Maroc : un lycéen français condamné à deux ans de prison pour "apologie du terrorisme"

Cet adolescent originaire du Nord a été condamné pour avoir hissé, en août dernier, un drapeau assimilé à celui du groupe terroriste Etat islamique sur le toit de la maison de sa tante, chez qui il passait ses vacances.

C'est le 22 août 2014, à Bni Bouayach, dans le nord-est du Maroc, qu'Abdelmalik El Makrini a hissé le drapeau du "tawhid", assimilé à un symbole terroriste par la justice marocaine.
C'est le 22 août 2014, à Bni Bouayach, dans le nord-est du Maroc, qu'Abdelmalik El Makrini a hissé le drapeau du "tawhid", assimilé à un symbole terroriste par la justice marocaine. (GOOGLEMAPS)
avatar
France Télévisions

Mis à jour le
publié le

Selon sa famille, il n'a pas mesuré la portée de son geste. Abdelmalik El Makrini, un lycéen français de 18 ans, a été condamné à 2 ans de prison, jeudi 27 novembre, par un tribunal marocain pour "apologie du terrorisme". Il est reproché au jeune habitant de Lambersart (Nord) d'avoir hissé un drapeau habituellement brandi par des terroristes, notamment le groupe terroriste Etat islamique, sur le toit d'une maison de la ville de Bni Bouayach, dans le nord-est du Maroc.

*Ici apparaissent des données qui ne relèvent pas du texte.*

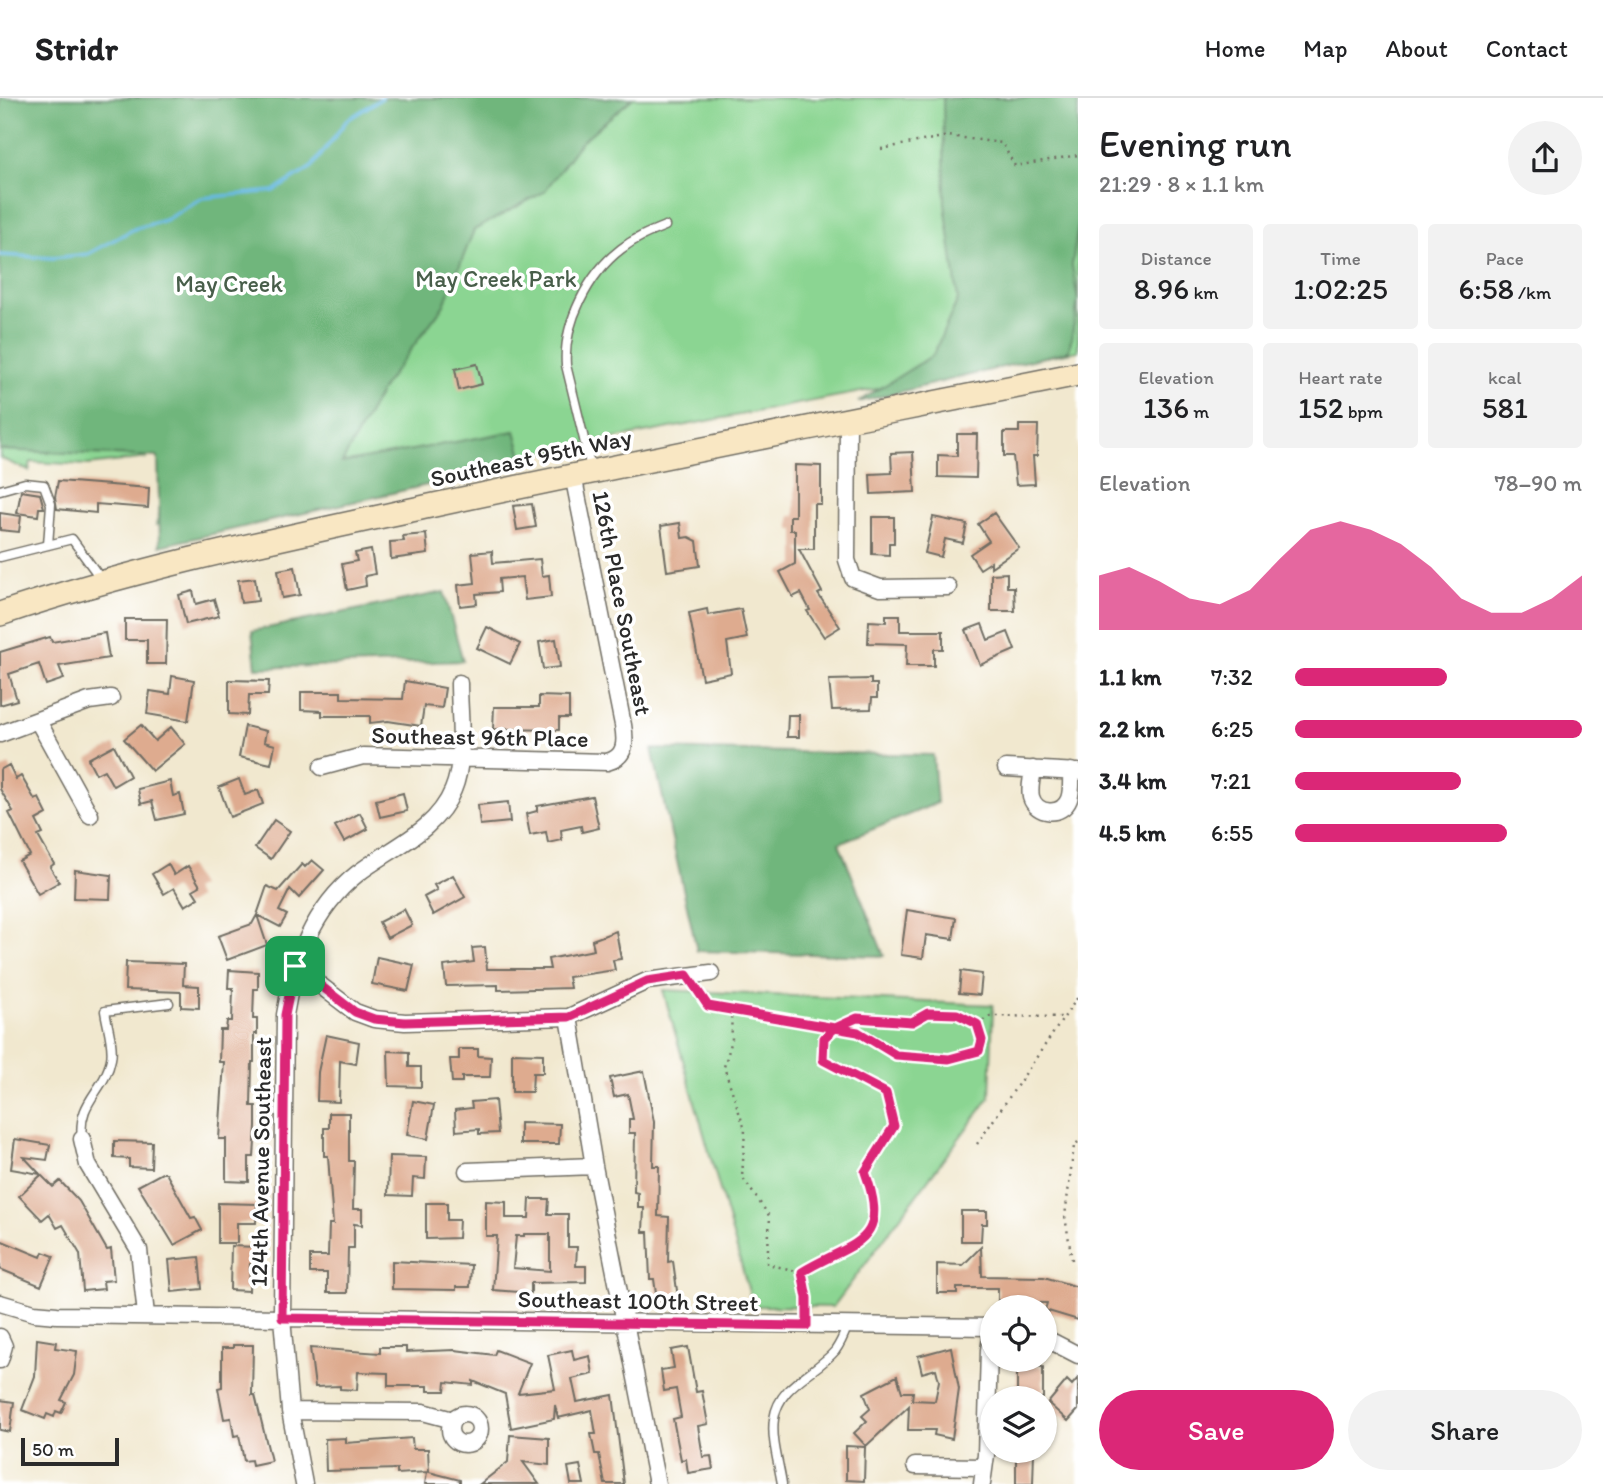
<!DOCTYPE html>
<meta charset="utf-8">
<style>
body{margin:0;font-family:Itim,sans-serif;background:#f2f2f2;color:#202124;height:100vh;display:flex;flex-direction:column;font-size:26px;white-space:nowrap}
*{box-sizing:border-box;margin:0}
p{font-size:23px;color:#757577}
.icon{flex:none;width:38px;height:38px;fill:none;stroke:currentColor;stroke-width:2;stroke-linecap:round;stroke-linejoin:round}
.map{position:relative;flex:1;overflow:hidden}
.details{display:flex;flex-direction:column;background:#fff;width:525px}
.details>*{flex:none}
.controls{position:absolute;left:980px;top:1197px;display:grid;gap:14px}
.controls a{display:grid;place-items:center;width:77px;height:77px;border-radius:50%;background:#fff;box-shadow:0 2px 5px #0004;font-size:35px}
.scale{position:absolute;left:21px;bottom:18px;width:98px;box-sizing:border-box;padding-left:7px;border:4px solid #2b2b2b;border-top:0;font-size:19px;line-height:24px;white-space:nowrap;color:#2b2b2b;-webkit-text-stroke:5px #fff;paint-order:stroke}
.pin{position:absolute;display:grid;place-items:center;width:60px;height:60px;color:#fff;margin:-30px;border-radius:14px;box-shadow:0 4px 10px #0006}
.round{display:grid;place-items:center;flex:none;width:74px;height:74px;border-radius:37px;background:#f2f2f2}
.overview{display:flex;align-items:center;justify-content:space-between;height:119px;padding:0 21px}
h1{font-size:38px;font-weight:600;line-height:52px}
.stats{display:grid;grid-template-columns:repeat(3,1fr);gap:10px;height:119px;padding:7px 21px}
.stats div{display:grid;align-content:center;border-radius:7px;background:#f2f2f2;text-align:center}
.stats b{font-size:30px;font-weight:600}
.stats small{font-size:19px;font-weight:400}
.stats p{font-size:19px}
.chart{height:196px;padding:14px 21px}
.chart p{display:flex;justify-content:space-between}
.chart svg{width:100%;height:126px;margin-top:7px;fill:#db2777;opacity:.7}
.action{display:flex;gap:14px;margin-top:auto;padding:14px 21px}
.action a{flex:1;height:80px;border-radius:42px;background:#db2777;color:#fff;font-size:28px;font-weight:600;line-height:80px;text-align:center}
.action a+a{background:#f2f2f2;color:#202124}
ul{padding:0 21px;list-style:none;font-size:23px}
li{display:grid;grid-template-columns:112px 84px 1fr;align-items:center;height:52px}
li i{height:18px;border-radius:9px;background:#db2777}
header{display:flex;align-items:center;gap:42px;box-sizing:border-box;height:98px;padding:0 35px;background:#fff;border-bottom:2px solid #e0e0e0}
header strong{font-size:33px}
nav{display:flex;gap:38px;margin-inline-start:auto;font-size:24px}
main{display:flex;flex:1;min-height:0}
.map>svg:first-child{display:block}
</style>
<header>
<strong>Stridr</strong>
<nav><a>Home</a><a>Map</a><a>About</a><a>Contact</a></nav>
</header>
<main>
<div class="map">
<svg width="1078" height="1386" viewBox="0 0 1078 1386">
<rect width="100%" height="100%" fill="#fff"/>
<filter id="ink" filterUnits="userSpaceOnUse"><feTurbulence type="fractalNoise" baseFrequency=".0143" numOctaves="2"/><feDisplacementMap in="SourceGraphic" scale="14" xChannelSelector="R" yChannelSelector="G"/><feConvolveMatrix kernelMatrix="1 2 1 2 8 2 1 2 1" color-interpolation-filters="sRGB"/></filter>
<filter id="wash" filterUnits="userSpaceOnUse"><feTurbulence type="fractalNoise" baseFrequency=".00686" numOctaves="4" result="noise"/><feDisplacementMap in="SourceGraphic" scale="28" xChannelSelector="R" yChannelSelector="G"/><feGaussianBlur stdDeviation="1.57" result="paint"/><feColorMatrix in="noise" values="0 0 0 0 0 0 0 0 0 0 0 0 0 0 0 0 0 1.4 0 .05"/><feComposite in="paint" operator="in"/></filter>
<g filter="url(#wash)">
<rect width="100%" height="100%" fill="#f1e8cf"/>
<path fill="#8bd592" stroke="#5b805e" stroke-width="2" d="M429 0H1078V253L156 427 176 349 150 352 147 360 88 367 31 364 29 373 0 360V203Z
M663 892 993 907 990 999 833 1209 753 1208Z"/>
<path fill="#70b67c" stroke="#4e7054" stroke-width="2" d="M0 0H633L581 44 544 94 474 132 444 207 383 289 342 365 515 333 524 365 160 448 158 359 0 352Z
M943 0H1078V128L1072 167 1078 203 1069 253 858 304 933 257 958 201 945 106Z
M444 494 463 563 256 570 252 533Z
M652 651 933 657 937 705 839 745 884 858 697 853Z"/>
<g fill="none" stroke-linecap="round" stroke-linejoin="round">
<path stroke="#68bae3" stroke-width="3.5" d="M0 157 53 160 88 156 134 131 165 122 202 100 274 93 312 69 347 22 382 0"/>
</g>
<g id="blocks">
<path fill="#deab8f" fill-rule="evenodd" d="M477 266 482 286 459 292 455 271Z
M1019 327H1038L1037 358H1033L1035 386 1016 387 1013 358H1004V334H1019Z
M957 336H977L976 380 938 379V357L957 358Z
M913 354 915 394 871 396 870 376 892 375 891 355Z
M795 367 821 368V406H814V451H799L822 494 818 496 840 529 824 539 807 513 810 512 801 495 793 499 780 474 795 466V432H790V418H795Z
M58 383 149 390 148 410 96 406V415L57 411 55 399Z
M21 393 40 396 44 410H39L38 418 17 415Z
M532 406 536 429 517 432 513 408Z
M0 415 21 418 19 434 0 432Z
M994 415 1019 450 991 469V464L980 471 970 456 989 443 978 426Z
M872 419H894V445H889V457L872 456Z
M933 419 967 426 963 445 945 441 941 459 925 455Z
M680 425 682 440 689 439 697 443 700 468 667 473 661 428Z
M426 436 428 456 391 461 390 444 404 443 403 438Z
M371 452 375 476 365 478 366 488 347 492 342 466 357 463 355 455Z
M492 453 493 465 540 461 542 478 549 477 551 499 525 502 522 479 499 481 500 494 476 496 477 506 460 508 458 487 475 485 472 455Z
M295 469 300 497 282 500 278 472Z
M1007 475V489H1014L1015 513H991V476Z
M255 480 258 503 241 505 238 482Z
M193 493 196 506 214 501 219 518 186 526 179 497Z
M707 511 708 517 741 511 747 540 727 544 731 575 702 581 689 515Z
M886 517H900V533H943V551H934V568H906L907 546 868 545 869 523 886 524Z
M125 521H167L166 566H147V542H125Z
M982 526 988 542 1008 534 1015 552 980 567 966 532Z
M487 529 520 546 510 566 477 550Z
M105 535 109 560 59 568 64 581 46 587 39 566 9 576 17 602 0 607V554L50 539 52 544Z
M556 541 560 569 543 571 539 544Z
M172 578 194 582 188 623 147 616 150 593 170 596Z
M871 581V586H877V600H872L871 611 832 612 829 582Z
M229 582 269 583 268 597H249L248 617 229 616Z
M405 583 445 590 442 610 424 608 421 628 388 623 370 625V618H322V613L301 612V594H341V600L403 601Z
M539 598 569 599V620H559V632L493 631 494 609H539Z
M788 617H799V639H787Z
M141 627 155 643 171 629 185 646 152 673 124 641Z
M245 628 266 633 264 644 275 647 271 666 239 659Z
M114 647 130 678 113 688 104 672 96 676 88 661Z
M9 667 16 681 21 678 35 702 39 700 47 716 36 722 43 736 38 738 54 766 50 769 59 784 38 796 19 763 30 757 9 715 13 713 0 691V672Z
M239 681 245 697 258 692 263 706 230 719 219 689Z
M170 683 173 698 180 696 184 716 157 722 152 703 141 706 138 691Z
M403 695 407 713 380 719 376 702Z
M592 698 599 730 582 734 581 728 561 732 562 742 548 745 546 734 530 737 526 716 537 713V708Z
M508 704 510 724 480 727 478 707Z
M360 715 368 731 344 744 335 728Z
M274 722 290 733 271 761 255 750Z
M312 762 324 772 299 800 290 791 279 813 287 817 280 829 257 817 267 788 278 793 302 766 305 769Z
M168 766 174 777 188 768 200 788 193 792 198 800 185 808 174 790 164 796 152 776Z
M75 772 111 777 110 801 74 800Z
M453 777 465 799 433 817 424 799 437 792 434 787Z
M404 811 412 827 387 840 379 824Z
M907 812 956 820 953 841 926 837 923 860 901 857Z
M257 817 267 847 227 862 218 838 252 826Z
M616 833 621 861 613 862 615 872 568 879 570 890 498 892V887L446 888 444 868 474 864 472 850 485 849 487 871H550L548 861 594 852 592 842Z
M377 859 414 867 408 893 372 886Z
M126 864 184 866 183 887 199 888V910L181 909V894L125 892Z
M229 872 258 874V891H254L253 921H257V936H254V964H252L251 1008H256V1028L254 1059H249V1084L226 1083V1041H219L224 964H219L220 932H226L227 923H232L233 890H228Z
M961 873 982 876 980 897 959 895Z
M326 937 359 944 356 966 340 963 339 1004 317 1003 318 974Z
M459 951H478V958L491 959 490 979H462V984H452L450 961H459Z
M388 953 409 954V969H421V989L389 988Z
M512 955 543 956V975H533L532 994H512Z
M644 973 654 1024 653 1068H659L658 1118 669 1119 668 1164 673 1163 678 1200 657 1203 654 1181H650L648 1134H643L644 1110H638V1095L634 1094 635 1035H629V1021H633L628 996 614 999 610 980Z
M495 1002 498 1035 479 1036V1031L456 1033 455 1012 472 1010 471 1004Z
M413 1003 434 1007 428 1041 407 1037Z
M329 1015H349V1063H354L353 1111H362V1127L354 1126V1150H348L347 1195H327V1175H310V1158H328L329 1126H333L328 1058H324V1030H329Z
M520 1025 560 1026 559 1046H520Z
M15 1041 50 1047 47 1062 24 1059 40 1076 11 1071Z
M114 1043 152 1044 151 1070 129 1069V1061L114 1060Z
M389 1058 426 1059 425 1081 413 1080 412 1098 388 1097Z
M162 1075H166L191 1120 195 1119 202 1132 174 1147 138 1088Z
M41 1077 53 1089 60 1083 79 1103 107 1152 111 1151 114 1182 103 1183 104 1191 83 1193 80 1156 63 1127 57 1130 49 1116 42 1122 19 1098Z
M530 1101H549L548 1116H568V1149H577L576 1168H586V1184L531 1185V1195L493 1192 497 1138H486V1103L506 1104V1120H529ZM524 1136H550V1173L513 1170 516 1138H524Z
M218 1105 257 1106 256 1125H237V1145H218Z
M426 1105H447V1122H459L458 1140 426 1141Z
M961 1113H987V1126H982L981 1143H961Z
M0 1142 41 1159 43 1154 54 1158 41 1188 0 1171Z
M231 1148 257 1149 256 1166H250L249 1193 230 1192Z
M981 1149 982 1178 1044 1179 1078 1189V1222L1045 1212 1047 1205 998 1204V1190H957V1195H937V1166L963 1167Z
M199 1159 202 1191 172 1194 169 1162Z
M392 1163 471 1167 470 1189H456V1192L392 1191Z
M37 1241 56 1244 55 1250 77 1253 74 1277 61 1302 66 1304 61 1315 56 1313 54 1319 47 1316 45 1321 22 1312 35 1278Z
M233 1247H253L252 1297H255L271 1363 252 1367 251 1362 244 1363 239 1337 234 1338 231 1320 224 1321 218 1290 222 1289V1250H233Z
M380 1249H406V1254L455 1252 494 1257 496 1252 530 1265 518 1295 555 1291 548 1257 572 1252 574 1262 590 1258 593 1276 572 1281 577 1304 613 1297 624 1386H605L599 1356H595L591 1336H596L592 1312 558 1320 555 1307 554 1321 511 1330 505 1296 473 1283V1287L446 1284 445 1293H428V1288H388V1275L358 1274 357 1292 340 1291V1288L315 1289 310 1250 380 1255Z
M688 1249 696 1294 702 1293 708 1326 698 1328 703 1359 711 1358 713 1371 688 1375 686 1361 681 1362 673 1321 681 1319 676 1291 664 1293 661 1272 674 1270 671 1252Z
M951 1249 959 1291 952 1341 934 1337 935 1332H908L909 1308 866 1348 854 1335 867 1323 862 1318 870 1311 864 1295 897 1278 902 1294H913L912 1302 935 1303 939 1283 936 1271 922 1275 918 1258Z
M1017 1265 1043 1269V1300H1017Z
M1078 1280V1312L1068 1323 1048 1305 1067 1282 1072 1287Z
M0 1302 14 1304 10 1334 0 1332Z
M510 1337 549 1340V1367L523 1364 539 1386H480L508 1364Z
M346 1340V1345L412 1340 413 1351H428L429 1374 460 1382V1386H425L427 1374 397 1376V1371L326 1373 325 1341Z
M846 1348 865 1349 864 1383 846 1382Z
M1016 1353H1034L1033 1386H1016Z
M580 1367 584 1386H571L568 1369Z"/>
</g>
</g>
<g filter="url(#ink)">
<use href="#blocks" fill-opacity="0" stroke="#706d64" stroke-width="2"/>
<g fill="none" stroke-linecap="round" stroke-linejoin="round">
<g stroke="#706d64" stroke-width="11">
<path id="lane" d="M591 370 566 267C563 226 588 176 621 151 635 140 650 134 665 128
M0 392 25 385 44 387 51 406 48 447
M0 459 72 441 101 481
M82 1041C77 1002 105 994 111 961 114 948 107 927 105 913L169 905
M782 1386C779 1366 771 1341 774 1321 779 1286 814 1277 835 1253 840 1246 844 1237 847 1229"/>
</g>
<g stroke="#706d64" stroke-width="19">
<path id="street" d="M848 323 847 462 853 480 880 490 948 489
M38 623 90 717
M0 636 89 603 111 600
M322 669 363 658 607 664C626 659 626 644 623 627L573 377
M1006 670 1078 674
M1033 671C1032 680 1029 690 1031 699 1036 717 1062 719 1069 701 1072 693 1071 682 1071 673
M295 868 355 914 374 921 405 924 569 919 647 883 711 875
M569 919 594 1068 657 1386
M82 1041 88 1067 139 1152 146 1217
M467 1073 594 1068
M0 1205 34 1215 57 1217 992 1229
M0 1239 4 1248 0 1262
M1045 1240 1078 1257
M290 1313 423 1314 453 1322
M450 1331a15 15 0 1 1 30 0a15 15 0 1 1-30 0Z
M915 1368 982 1369
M304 1386 290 1313 282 1220 285 917C293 864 314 810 357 776 390 750 436 734 453 692 466 661 459 618 459 585
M982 1386 986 1357 989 1252 992 1233"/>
</g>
<g stroke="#706d64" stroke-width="26">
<path id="secondary" d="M0 516C139 469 282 440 425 409 642 362 860 320 1078 276"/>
</g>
<path stroke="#706d64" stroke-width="2.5" stroke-dasharray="2 5" stroke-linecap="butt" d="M881 51 948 38 1002 45 1015 68 1078 57
M694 891 708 908 731 913
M928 915 957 916 977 926 982 942 979 953 949 961 896 957 858 934 835 930 857 920 912 924Z
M977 926 990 918 1064 919
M977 1046 1078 899
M1072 1162 1065 1118 1074 1048 1078 1044
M801 1174 767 1166 770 1119 742 1079 745 1032 724 969 732 942 731 913 835 930 824 940 823 962 886 995 894 1028 865 1074C892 1146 853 1144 801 1174L807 1214"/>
<use href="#lane" stroke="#fff" stroke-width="8"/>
<use href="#street" stroke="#fff" stroke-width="16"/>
<use href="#secondary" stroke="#f9e7c3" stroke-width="23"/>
</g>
</g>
<g fill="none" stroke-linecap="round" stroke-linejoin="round" filter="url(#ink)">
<g stroke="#fff" stroke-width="14">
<path id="route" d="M295 868 285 917 282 1220 807 1228V1200L802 1174C853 1143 892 1147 865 1074L894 1028 886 995 823 962 824 940 835 930 858 934 896 957 949 961 979 953 982 942 977 926 957 916 928 915 912 924 857 920 835 930 708 908 687 877 647 883 569 919 405 924 374 921 355 914 295 868"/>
</g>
<use href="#route" stroke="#db2777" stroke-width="9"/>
</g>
<g text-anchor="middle" stroke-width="7" stroke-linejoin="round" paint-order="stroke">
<g font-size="24" fill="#485e4a" stroke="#fff">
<text x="496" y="189">May Creek Park</text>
<text x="229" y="194">May Creek</text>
</g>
<g font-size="24" fill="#2b2b2b" stroke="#fff">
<text transform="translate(531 360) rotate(-12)" y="8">Southeast 95th Way</text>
<text transform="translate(622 505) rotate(79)" y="8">126th Place Southeast</text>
<text transform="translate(480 639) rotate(1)" y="8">Southeast 96th Place</text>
<text transform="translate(261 1064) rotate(-89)" y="8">124th Avenue Southeast</text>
<text transform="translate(638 1203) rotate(1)" y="8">Southeast 100th Street</text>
</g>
</g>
</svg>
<div class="controls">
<a><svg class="icon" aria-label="locate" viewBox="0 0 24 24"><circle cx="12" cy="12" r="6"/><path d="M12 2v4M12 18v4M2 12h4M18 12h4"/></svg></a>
<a><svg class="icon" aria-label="layers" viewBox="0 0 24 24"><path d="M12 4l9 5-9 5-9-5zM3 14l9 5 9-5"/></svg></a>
</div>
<div class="scale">50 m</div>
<div class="pin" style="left:295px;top:868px;background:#1e9e55"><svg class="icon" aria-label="arrive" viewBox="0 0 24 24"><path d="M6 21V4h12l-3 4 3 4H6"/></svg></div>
</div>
<section class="details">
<div class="overview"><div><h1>Evening run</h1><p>21:29 · 8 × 1.1 km</p></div><a class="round"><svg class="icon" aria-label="share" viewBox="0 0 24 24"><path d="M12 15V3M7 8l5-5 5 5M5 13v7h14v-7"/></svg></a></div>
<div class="stats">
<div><p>Distance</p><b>8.96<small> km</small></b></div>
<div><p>Time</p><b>1:02:25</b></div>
<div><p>Pace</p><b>6:58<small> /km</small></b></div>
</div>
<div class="stats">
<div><p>Elevation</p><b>136<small> m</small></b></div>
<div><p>Heart rate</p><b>152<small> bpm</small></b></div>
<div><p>kcal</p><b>581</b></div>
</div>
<div class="chart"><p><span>Elevation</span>78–90 m</p>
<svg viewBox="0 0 160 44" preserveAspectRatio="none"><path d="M0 44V25L10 22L20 27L30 33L40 35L50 30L60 19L70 9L80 6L90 9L100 14L110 22L120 33L130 38L140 38L150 33L160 25V44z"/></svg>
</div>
<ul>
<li><b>1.1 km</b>7:32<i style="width:53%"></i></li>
<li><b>2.2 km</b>6:25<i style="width:100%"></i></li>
<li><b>3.4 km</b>7:21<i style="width:58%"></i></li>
<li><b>4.5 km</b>6:55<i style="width:74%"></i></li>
</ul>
<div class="action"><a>Save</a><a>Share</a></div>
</section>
</main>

Tout commence le 22 août, comme l'explique La Voix du Nord. L'adolescent passe ses vacances dans la localité, chez sa tante. Ce jour-là, se déroulent les fiançailles de sa cousine. Pour marquer l'évènement, et pour souligner sa foi musulmane selon sa sœur, le lycéen hisse sur le toit de la maison familiale le drapeau du tawhid (le dogme fondamental de l'islam), sur lequel est écrit, en blanc sur fond noir, un message clamant que Dieu est unique, un des piliers de la religion. Sauf que des policiers sont rapidement alertés de ce qu'ils voient comme une apologie jihadiste, ce drapeau servant d'étendard à des terroristes islamistes. "Il nie avoir eu cette intention", assure sa sœur.

Un interrogatoire en arabe, langue qu'il ne comprend pas

Interpellé, Abdelmalik El Makrini reconnaît avoir hissé le drapeau. Selon sa sœur, il est alors interrogé à Casablanca dans les locaux de la brigade antiterroriste marocaine. On lui pose des questions en arabe, langue qu'il ne comprend pas. Il finit par signer un PV d'audition, sans le comprendre, selon ses proches. Un texte dans lequel il avoue avoir fait l'apologie du terrorisme. Sa garde à vue a duré 12 jours, avant qu'il soit transféré dans une prison pour jeunes à Salé, près de Rabat.

Jeudi, son procès n'a duré que quinze minutes. Le jeune Français a été jugé en même temps que 13 autres personnes accusées de forfaits en lien avec le terrorisme. Sa famille, qui s'est mobilisée depuis son arrestation, est sous le choc. Son avocat assure au site Tel Quel qu'il va faire appel. Lors de sa plaidoirie, il a fait remarquer au juge que le même drapeau avait été brandi lors de récentes manifestations à Rabat, sans réaction des autorités.